** What is needed **
Every record should be copied exactly, except that pictures are to be omitted.

Data below:

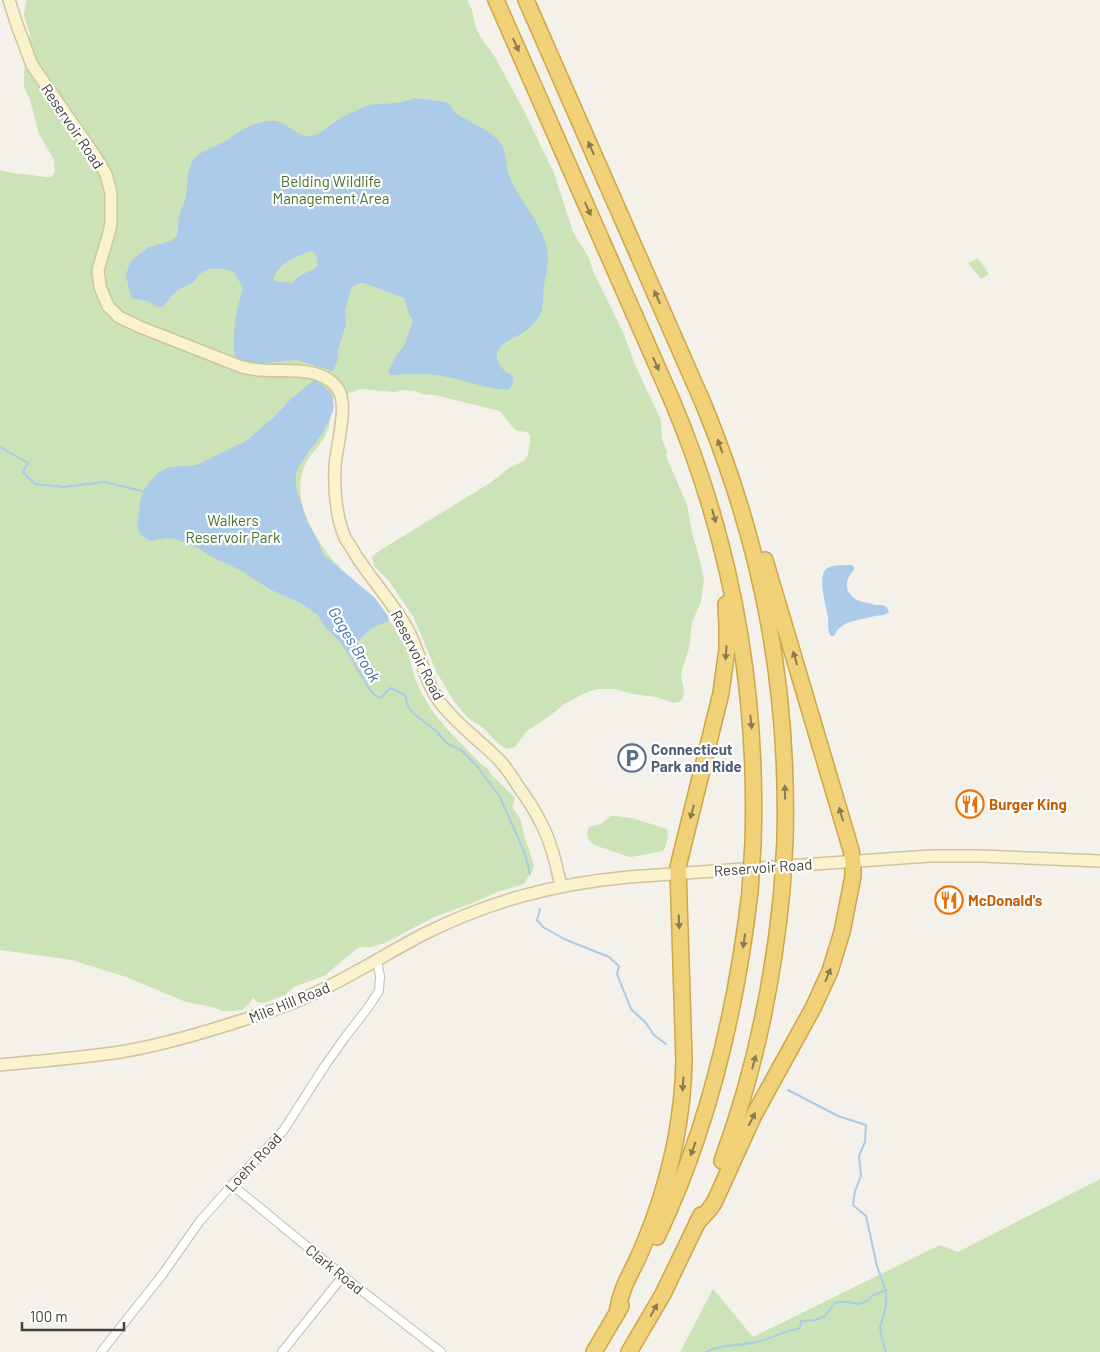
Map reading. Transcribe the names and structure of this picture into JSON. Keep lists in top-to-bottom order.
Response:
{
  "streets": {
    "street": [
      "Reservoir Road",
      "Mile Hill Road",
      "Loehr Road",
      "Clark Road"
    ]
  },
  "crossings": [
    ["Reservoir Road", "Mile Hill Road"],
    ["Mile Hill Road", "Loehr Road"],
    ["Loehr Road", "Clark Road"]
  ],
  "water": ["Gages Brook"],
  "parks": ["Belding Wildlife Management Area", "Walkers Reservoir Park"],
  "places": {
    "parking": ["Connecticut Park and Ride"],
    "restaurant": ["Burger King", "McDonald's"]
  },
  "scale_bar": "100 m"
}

End of Data.

** Answer section **
Map reading. Transcribe the names and structure of this picture into JSON. Keep lists in top-to-bottom order.
Response:
{
  "streets": {
    "street": [
      "Reservoir Road",
      "Mile Hill Road",
      "Loehr Road",
      "Clark Road"
    ]
  },
  "crossings": [
    ["Reservoir Road", "Mile Hill Road"],
    ["Mile Hill Road", "Loehr Road"],
    ["Loehr Road", "Clark Road"]
  ],
  "water": ["Gages Brook"],
  "parks": ["Belding Wildlife Management Area", "Walkers Reservoir Park"],
  "places": {
    "parking": ["Connecticut Park and Ride"],
    "restaurant": ["Burger King", "McDonald's"]
  },
  "scale_bar": "100 m"
}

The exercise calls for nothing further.